While there may have been some concern that a big Lyft valuation would indicate a meaningful pull of investors' money away from Uber's IPO, one expert said Lyft's $87 per share opening price is great for the bigger ride-hailing company.
The first trade Friday for Lyft stock was $87.24, 21% above the offering price of $72.
"The bigger story with Lyft's IPO and the demand we've seen is ... what it means for the other IPOs to come this year," said Alejandro Ortiz, principal analyst at Sharespost, a provider of liquidity and research to investors in private companies, specifically unicorns. "Uber comes to mind."
"What we're seeing with Lyft is high demand right now -- high demand for these high-growth companies, and that's really the story here," Ortiz said.

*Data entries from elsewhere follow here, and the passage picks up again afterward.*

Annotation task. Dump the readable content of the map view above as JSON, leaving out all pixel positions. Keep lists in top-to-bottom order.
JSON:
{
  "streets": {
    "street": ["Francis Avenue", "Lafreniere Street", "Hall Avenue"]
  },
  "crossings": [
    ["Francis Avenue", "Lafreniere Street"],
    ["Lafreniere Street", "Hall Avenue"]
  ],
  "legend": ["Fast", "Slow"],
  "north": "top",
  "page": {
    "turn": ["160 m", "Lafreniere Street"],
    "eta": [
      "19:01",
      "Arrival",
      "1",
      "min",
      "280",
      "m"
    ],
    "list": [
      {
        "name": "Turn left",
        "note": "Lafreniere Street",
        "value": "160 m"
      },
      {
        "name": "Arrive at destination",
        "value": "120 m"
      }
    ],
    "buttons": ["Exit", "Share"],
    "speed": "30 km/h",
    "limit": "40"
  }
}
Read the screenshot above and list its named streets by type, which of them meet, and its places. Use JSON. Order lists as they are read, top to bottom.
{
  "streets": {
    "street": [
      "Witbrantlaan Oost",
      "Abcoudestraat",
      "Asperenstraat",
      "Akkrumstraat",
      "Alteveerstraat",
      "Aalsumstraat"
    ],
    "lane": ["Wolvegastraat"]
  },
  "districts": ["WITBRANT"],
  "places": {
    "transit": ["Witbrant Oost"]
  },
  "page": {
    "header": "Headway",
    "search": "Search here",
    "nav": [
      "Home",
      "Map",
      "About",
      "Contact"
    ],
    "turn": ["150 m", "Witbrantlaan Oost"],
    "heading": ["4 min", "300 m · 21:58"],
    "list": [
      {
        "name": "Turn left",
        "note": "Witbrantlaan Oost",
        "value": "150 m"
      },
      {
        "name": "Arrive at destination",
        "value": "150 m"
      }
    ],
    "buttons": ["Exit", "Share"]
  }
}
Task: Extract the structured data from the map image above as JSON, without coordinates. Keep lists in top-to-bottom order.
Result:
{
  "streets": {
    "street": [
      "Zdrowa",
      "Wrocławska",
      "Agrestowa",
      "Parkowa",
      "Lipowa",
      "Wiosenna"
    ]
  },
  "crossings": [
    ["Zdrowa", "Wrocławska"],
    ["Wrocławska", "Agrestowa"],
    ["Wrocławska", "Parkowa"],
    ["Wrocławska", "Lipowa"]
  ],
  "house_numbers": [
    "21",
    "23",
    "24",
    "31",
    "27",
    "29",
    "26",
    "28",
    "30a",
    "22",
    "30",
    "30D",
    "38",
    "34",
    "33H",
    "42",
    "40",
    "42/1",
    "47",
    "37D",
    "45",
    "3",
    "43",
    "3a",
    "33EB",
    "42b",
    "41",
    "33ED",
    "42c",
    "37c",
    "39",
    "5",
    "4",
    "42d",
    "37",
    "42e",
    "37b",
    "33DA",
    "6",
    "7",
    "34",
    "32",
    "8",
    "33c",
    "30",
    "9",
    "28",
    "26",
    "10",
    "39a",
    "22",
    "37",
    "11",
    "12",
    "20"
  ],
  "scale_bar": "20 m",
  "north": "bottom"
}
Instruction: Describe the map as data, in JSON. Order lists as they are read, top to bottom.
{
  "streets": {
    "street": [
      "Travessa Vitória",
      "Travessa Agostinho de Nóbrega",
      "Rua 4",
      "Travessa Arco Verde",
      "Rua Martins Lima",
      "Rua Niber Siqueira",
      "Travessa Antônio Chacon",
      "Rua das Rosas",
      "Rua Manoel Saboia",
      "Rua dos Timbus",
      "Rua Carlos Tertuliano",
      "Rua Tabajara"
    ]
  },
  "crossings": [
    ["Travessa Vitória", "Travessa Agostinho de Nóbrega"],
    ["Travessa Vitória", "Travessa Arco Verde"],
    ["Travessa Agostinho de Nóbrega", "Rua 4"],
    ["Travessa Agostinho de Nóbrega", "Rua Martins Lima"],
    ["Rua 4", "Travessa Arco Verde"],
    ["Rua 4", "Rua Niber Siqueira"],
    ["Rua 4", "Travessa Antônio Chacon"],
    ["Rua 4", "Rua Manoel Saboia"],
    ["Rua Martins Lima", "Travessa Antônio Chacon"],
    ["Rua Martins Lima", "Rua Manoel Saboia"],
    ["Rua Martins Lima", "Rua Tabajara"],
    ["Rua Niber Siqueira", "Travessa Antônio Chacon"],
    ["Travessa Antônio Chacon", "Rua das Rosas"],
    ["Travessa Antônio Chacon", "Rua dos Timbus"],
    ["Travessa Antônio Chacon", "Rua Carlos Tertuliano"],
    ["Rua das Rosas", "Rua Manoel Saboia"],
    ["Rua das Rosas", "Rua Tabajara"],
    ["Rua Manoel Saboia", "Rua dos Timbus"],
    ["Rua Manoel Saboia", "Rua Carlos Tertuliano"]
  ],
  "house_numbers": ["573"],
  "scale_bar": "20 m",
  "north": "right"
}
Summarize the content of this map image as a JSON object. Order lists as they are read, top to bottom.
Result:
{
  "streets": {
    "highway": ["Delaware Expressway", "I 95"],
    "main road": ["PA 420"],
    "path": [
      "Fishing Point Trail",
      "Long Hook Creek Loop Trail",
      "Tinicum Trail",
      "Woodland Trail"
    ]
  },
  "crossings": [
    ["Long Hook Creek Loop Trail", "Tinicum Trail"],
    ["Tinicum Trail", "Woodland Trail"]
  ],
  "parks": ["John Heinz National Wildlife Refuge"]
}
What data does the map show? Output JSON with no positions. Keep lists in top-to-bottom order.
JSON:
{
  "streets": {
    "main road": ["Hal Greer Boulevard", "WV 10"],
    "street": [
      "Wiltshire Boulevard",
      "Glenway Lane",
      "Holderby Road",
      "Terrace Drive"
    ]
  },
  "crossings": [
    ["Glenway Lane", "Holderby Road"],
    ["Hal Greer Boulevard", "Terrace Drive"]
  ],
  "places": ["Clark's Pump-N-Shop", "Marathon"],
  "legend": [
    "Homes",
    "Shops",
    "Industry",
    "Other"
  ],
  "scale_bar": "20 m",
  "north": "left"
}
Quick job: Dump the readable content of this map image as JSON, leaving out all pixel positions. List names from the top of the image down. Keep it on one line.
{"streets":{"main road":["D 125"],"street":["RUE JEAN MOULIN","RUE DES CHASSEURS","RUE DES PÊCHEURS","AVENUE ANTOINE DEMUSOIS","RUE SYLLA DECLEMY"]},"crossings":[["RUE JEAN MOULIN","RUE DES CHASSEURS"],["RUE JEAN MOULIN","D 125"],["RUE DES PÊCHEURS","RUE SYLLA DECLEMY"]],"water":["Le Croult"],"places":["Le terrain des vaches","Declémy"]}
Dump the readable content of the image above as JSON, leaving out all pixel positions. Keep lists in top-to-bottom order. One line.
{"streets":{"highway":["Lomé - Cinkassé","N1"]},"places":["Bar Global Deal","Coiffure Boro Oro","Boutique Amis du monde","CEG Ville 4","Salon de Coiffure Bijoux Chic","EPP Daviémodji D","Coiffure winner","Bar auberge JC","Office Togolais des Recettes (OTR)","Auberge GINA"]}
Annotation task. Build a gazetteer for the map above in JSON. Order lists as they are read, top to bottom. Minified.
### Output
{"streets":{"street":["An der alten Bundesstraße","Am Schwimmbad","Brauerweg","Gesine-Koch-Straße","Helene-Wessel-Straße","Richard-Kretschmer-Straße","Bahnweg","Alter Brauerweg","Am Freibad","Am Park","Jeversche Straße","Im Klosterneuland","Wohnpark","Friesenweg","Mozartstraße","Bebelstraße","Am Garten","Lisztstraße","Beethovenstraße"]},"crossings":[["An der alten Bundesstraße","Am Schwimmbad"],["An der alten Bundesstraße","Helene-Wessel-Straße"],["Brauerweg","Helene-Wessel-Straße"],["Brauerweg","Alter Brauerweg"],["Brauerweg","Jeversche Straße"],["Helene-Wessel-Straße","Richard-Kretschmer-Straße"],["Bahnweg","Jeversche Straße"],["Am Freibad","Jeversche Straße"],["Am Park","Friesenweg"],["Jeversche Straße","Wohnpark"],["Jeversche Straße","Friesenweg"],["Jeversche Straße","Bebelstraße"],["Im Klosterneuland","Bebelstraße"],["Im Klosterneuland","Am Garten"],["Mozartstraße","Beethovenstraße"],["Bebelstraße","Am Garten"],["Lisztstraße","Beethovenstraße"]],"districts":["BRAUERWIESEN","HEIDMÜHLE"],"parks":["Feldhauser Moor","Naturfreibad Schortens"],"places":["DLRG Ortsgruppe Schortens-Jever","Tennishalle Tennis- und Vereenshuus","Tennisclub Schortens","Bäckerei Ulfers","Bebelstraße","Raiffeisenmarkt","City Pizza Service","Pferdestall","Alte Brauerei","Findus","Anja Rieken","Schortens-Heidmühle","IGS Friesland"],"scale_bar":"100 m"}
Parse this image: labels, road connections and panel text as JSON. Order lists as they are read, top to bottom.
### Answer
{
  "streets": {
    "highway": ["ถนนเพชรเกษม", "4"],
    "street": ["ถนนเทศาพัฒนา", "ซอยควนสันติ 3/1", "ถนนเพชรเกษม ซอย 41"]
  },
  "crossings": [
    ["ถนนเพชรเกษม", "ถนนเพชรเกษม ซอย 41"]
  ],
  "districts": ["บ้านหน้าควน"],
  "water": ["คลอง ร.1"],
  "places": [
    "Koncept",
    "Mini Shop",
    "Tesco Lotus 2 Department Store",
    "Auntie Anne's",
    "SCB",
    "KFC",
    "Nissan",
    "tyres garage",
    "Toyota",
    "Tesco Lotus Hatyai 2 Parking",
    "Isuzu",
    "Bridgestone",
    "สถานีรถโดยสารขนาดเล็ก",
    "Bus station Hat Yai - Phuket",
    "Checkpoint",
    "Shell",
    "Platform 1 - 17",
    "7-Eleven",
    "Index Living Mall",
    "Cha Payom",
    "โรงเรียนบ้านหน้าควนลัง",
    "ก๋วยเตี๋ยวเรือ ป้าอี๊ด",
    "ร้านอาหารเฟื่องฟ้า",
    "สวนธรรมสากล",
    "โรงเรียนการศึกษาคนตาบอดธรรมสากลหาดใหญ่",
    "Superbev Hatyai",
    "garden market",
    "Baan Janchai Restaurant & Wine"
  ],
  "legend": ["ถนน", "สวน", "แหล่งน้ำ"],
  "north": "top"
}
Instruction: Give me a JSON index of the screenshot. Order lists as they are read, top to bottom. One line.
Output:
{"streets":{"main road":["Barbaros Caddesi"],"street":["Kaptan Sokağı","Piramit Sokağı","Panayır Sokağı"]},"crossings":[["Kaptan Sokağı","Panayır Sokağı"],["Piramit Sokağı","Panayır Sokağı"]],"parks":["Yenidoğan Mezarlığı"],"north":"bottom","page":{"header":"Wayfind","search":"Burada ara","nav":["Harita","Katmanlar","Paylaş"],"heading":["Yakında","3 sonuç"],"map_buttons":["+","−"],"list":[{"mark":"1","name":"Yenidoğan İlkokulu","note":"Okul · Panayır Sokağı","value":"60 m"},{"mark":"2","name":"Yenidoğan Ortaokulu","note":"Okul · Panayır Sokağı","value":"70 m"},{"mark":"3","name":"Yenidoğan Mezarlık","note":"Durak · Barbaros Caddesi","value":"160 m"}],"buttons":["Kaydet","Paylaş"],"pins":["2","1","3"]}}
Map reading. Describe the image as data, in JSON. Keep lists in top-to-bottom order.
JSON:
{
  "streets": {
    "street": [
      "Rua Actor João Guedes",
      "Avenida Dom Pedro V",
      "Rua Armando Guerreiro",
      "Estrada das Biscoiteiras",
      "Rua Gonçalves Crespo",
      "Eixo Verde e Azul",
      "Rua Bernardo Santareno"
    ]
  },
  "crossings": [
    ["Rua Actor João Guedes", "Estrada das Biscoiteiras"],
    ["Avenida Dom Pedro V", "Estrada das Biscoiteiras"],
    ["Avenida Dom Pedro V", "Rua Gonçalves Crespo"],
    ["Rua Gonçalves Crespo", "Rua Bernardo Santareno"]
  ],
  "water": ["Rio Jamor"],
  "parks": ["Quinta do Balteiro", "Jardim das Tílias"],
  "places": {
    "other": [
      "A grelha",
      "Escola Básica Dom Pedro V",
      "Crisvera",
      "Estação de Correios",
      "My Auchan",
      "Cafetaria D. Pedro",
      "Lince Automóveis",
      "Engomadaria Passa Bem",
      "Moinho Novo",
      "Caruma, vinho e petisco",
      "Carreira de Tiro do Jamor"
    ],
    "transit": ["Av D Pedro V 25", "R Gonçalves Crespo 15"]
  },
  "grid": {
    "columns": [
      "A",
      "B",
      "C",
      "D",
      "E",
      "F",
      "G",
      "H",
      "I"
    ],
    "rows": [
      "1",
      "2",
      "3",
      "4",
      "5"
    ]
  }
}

Moreover, "Lyft doing well obviously bodes well for Uber. They're ride-sharing giants -- one's focused on the U.S., one's a global company, but investors have shown demand for ride-sharing," he added.
Timing is important for Uber's IPO. With the three main benchmark stock indexes trading sharply higher so far in 2019 - a year that has seen slower economic growth - investors could soon flock out of growth stocks and risk assets.
"I don't see any value in waiting," Ortiz said. "The Nasdaq is performing better than any time in the same time period over the past six years... That being said, I don't think Uber should wait ... We don't know where we'll be six months from now, so while sentiments are up, it's a good time to go public."
Related. Lyft and the IPO Casino.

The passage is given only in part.